◆ Supplied records
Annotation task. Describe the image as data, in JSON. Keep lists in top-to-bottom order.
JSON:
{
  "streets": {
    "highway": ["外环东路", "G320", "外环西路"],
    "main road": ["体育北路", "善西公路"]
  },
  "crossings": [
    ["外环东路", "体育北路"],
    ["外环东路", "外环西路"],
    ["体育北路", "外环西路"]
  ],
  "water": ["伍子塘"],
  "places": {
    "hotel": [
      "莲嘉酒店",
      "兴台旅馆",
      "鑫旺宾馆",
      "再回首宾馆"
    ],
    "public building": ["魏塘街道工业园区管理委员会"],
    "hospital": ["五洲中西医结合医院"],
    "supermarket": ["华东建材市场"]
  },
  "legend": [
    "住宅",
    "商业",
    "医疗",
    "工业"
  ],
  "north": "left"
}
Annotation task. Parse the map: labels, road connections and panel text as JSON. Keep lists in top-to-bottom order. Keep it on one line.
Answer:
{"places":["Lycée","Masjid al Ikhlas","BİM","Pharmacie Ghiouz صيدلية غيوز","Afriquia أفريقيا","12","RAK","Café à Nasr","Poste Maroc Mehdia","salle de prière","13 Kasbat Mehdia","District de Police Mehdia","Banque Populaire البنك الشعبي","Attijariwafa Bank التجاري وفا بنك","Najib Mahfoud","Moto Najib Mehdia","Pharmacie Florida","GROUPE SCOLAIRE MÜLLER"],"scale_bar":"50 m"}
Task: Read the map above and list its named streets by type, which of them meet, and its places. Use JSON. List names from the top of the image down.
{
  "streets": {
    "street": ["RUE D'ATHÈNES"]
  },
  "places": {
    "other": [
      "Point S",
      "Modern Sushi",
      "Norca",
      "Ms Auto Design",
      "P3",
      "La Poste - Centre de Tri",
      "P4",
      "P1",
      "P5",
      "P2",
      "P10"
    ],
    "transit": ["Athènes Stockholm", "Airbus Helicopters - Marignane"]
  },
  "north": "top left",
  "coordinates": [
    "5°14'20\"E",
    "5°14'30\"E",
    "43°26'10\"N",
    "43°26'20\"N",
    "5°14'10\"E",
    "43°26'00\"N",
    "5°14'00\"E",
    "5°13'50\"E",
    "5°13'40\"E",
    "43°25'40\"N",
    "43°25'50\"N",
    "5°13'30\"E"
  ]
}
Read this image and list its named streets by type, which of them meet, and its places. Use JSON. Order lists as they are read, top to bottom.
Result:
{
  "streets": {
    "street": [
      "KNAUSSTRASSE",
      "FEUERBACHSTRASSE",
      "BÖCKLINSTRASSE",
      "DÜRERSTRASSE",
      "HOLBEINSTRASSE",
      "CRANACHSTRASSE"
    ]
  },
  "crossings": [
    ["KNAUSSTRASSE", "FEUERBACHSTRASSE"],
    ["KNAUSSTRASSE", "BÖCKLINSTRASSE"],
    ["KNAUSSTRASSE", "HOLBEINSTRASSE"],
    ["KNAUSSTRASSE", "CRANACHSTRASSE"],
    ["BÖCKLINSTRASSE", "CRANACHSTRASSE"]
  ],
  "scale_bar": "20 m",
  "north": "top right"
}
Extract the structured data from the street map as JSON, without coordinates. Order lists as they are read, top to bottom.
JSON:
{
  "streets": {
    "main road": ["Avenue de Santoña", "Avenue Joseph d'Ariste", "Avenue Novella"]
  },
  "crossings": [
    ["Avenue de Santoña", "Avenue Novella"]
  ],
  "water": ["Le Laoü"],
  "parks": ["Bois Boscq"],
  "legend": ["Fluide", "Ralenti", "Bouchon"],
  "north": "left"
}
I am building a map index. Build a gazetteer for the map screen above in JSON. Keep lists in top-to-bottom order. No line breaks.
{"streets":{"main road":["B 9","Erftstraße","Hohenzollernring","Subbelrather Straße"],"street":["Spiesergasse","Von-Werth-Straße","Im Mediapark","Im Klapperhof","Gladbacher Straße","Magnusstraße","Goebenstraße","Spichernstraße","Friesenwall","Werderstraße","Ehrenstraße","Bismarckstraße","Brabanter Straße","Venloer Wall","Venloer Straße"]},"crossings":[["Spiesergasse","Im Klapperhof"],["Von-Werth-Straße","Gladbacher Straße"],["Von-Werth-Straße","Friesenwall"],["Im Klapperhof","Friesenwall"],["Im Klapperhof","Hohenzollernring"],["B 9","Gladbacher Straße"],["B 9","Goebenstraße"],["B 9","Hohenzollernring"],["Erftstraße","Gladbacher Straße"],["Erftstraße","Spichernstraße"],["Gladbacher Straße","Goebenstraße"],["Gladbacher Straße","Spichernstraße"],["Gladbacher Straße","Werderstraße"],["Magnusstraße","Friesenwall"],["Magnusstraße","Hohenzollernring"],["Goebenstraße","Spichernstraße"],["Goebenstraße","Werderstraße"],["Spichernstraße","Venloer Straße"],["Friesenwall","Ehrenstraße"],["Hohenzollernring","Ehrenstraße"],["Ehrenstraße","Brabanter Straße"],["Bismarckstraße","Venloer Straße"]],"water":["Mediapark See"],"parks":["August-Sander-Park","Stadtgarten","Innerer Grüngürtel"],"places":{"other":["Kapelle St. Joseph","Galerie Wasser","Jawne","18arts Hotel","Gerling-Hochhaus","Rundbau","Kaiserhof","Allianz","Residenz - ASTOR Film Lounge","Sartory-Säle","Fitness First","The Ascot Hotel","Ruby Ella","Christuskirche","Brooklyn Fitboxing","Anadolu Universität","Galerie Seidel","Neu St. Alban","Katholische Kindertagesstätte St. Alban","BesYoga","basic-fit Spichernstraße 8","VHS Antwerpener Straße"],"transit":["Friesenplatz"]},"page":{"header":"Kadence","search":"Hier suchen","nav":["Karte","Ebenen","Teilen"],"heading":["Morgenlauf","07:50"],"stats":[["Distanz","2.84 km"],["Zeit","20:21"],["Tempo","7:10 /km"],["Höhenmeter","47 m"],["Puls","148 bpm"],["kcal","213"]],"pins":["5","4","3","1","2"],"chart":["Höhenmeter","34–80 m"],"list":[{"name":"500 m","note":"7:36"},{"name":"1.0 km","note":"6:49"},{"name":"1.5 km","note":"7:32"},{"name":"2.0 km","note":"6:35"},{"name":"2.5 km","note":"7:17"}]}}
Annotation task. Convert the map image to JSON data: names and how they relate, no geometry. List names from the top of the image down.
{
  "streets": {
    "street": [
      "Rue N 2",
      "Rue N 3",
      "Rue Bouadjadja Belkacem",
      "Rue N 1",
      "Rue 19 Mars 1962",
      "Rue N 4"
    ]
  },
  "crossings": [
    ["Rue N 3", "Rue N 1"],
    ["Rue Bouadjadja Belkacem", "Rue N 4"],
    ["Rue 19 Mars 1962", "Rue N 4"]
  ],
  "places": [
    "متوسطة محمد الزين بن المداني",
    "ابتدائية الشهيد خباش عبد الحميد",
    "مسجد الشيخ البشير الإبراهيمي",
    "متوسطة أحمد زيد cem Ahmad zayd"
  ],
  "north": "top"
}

◆ Exercise brief
Please write the full listing out again, exactly.

◆ Answer space
Annotation task. Describe the image as data, in JSON. Keep lists in top-to-bottom order.
JSON:
{
  "streets": {
    "highway": ["外环东路", "G320", "外环西路"],
    "main road": ["体育北路", "善西公路"]
  },
  "crossings": [
    ["外环东路", "体育北路"],
    ["外环东路", "外环西路"],
    ["体育北路", "外环西路"]
  ],
  "water": ["伍子塘"],
  "places": {
    "hotel": [
      "莲嘉酒店",
      "兴台旅馆",
      "鑫旺宾馆",
      "再回首宾馆"
    ],
    "public building": ["魏塘街道工业园区管理委员会"],
    "hospital": ["五洲中西医结合医院"],
    "supermarket": ["华东建材市场"]
  },
  "legend": [
    "住宅",
    "商业",
    "医疗",
    "工业"
  ],
  "north": "left"
}
Annotation task. Parse the map: labels, road connections and panel text as JSON. Keep lists in top-to-bottom order. Keep it on one line.
Answer:
{"places":["Lycée","Masjid al Ikhlas","BİM","Pharmacie Ghiouz صيدلية غيوز","Afriquia أفريقيا","12","RAK","Café à Nasr","Poste Maroc Mehdia","salle de prière","13 Kasbat Mehdia","District de Police Mehdia","Banque Populaire البنك الشعبي","Attijariwafa Bank التجاري وفا بنك","Najib Mahfoud","Moto Najib Mehdia","Pharmacie Florida","GROUPE SCOLAIRE MÜLLER"],"scale_bar":"50 m"}
Task: Read the map above and list its named streets by type, which of them meet, and its places. Use JSON. List names from the top of the image down.
{
  "streets": {
    "street": ["RUE D'ATHÈNES"]
  },
  "places": {
    "other": [
      "Point S",
      "Modern Sushi",
      "Norca",
      "Ms Auto Design",
      "P3",
      "La Poste - Centre de Tri",
      "P4",
      "P1",
      "P5",
      "P2",
      "P10"
    ],
    "transit": ["Athènes Stockholm", "Airbus Helicopters - Marignane"]
  },
  "north": "top left",
  "coordinates": [
    "5°14'20\"E",
    "5°14'30\"E",
    "43°26'10\"N",
    "43°26'20\"N",
    "5°14'10\"E",
    "43°26'00\"N",
    "5°14'00\"E",
    "5°13'50\"E",
    "5°13'40\"E",
    "43°25'40\"N",
    "43°25'50\"N",
    "5°13'30\"E"
  ]
}
Read this image and list its named streets by type, which of them meet, and its places. Use JSON. Order lists as they are read, top to bottom.
Result:
{
  "streets": {
    "street": [
      "KNAUSSTRASSE",
      "FEUERBACHSTRASSE",
      "BÖCKLINSTRASSE",
      "DÜRERSTRASSE",
      "HOLBEINSTRASSE",
      "CRANACHSTRASSE"
    ]
  },
  "crossings": [
    ["KNAUSSTRASSE", "FEUERBACHSTRASSE"],
    ["KNAUSSTRASSE", "BÖCKLINSTRASSE"],
    ["KNAUSSTRASSE", "HOLBEINSTRASSE"],
    ["KNAUSSTRASSE", "CRANACHSTRASSE"],
    ["BÖCKLINSTRASSE", "CRANACHSTRASSE"]
  ],
  "scale_bar": "20 m",
  "north": "top right"
}
Extract the structured data from the street map as JSON, without coordinates. Order lists as they are read, top to bottom.
JSON:
{
  "streets": {
    "main road": ["Avenue de Santoña", "Avenue Joseph d'Ariste", "Avenue Novella"]
  },
  "crossings": [
    ["Avenue de Santoña", "Avenue Novella"]
  ],
  "water": ["Le Laoü"],
  "parks": ["Bois Boscq"],
  "legend": ["Fluide", "Ralenti", "Bouchon"],
  "north": "left"
}
I am building a map index. Build a gazetteer for the map screen above in JSON. Keep lists in top-to-bottom order. No line breaks.
{"streets":{"main road":["B 9","Erftstraße","Hohenzollernring","Subbelrather Straße"],"street":["Spiesergasse","Von-Werth-Straße","Im Mediapark","Im Klapperhof","Gladbacher Straße","Magnusstraße","Goebenstraße","Spichernstraße","Friesenwall","Werderstraße","Ehrenstraße","Bismarckstraße","Brabanter Straße","Venloer Wall","Venloer Straße"]},"crossings":[["Spiesergasse","Im Klapperhof"],["Von-Werth-Straße","Gladbacher Straße"],["Von-Werth-Straße","Friesenwall"],["Im Klapperhof","Friesenwall"],["Im Klapperhof","Hohenzollernring"],["B 9","Gladbacher Straße"],["B 9","Goebenstraße"],["B 9","Hohenzollernring"],["Erftstraße","Gladbacher Straße"],["Erftstraße","Spichernstraße"],["Gladbacher Straße","Goebenstraße"],["Gladbacher Straße","Spichernstraße"],["Gladbacher Straße","Werderstraße"],["Magnusstraße","Friesenwall"],["Magnusstraße","Hohenzollernring"],["Goebenstraße","Spichernstraße"],["Goebenstraße","Werderstraße"],["Spichernstraße","Venloer Straße"],["Friesenwall","Ehrenstraße"],["Hohenzollernring","Ehrenstraße"],["Ehrenstraße","Brabanter Straße"],["Bismarckstraße","Venloer Straße"]],"water":["Mediapark See"],"parks":["August-Sander-Park","Stadtgarten","Innerer Grüngürtel"],"places":{"other":["Kapelle St. Joseph","Galerie Wasser","Jawne","18arts Hotel","Gerling-Hochhaus","Rundbau","Kaiserhof","Allianz","Residenz - ASTOR Film Lounge","Sartory-Säle","Fitness First","The Ascot Hotel","Ruby Ella","Christuskirche","Brooklyn Fitboxing","Anadolu Universität","Galerie Seidel","Neu St. Alban","Katholische Kindertagesstätte St. Alban","BesYoga","basic-fit Spichernstraße 8","VHS Antwerpener Straße"],"transit":["Friesenplatz"]},"page":{"header":"Kadence","search":"Hier suchen","nav":["Karte","Ebenen","Teilen"],"heading":["Morgenlauf","07:50"],"stats":[["Distanz","2.84 km"],["Zeit","20:21"],["Tempo","7:10 /km"],["Höhenmeter","47 m"],["Puls","148 bpm"],["kcal","213"]],"pins":["5","4","3","1","2"],"chart":["Höhenmeter","34–80 m"],"list":[{"name":"500 m","note":"7:36"},{"name":"1.0 km","note":"6:49"},{"name":"1.5 km","note":"7:32"},{"name":"2.0 km","note":"6:35"},{"name":"2.5 km","note":"7:17"}]}}
Annotation task. Convert the map image to JSON data: names and how they relate, no geometry. List names from the top of the image down.
{
  "streets": {
    "street": [
      "Rue N 2",
      "Rue N 3",
      "Rue Bouadjadja Belkacem",
      "Rue N 1",
      "Rue 19 Mars 1962",
      "Rue N 4"
    ]
  },
  "crossings": [
    ["Rue N 3", "Rue N 1"],
    ["Rue Bouadjadja Belkacem", "Rue N 4"],
    ["Rue 19 Mars 1962", "Rue N 4"]
  ],
  "places": [
    "متوسطة محمد الزين بن المداني",
    "ابتدائية الشهيد خباش عبد الحميد",
    "مسجد الشيخ البشير الإبراهيمي",
    "متوسطة أحمد زيد cem Ahmad zayd"
  ],
  "north": "top"
}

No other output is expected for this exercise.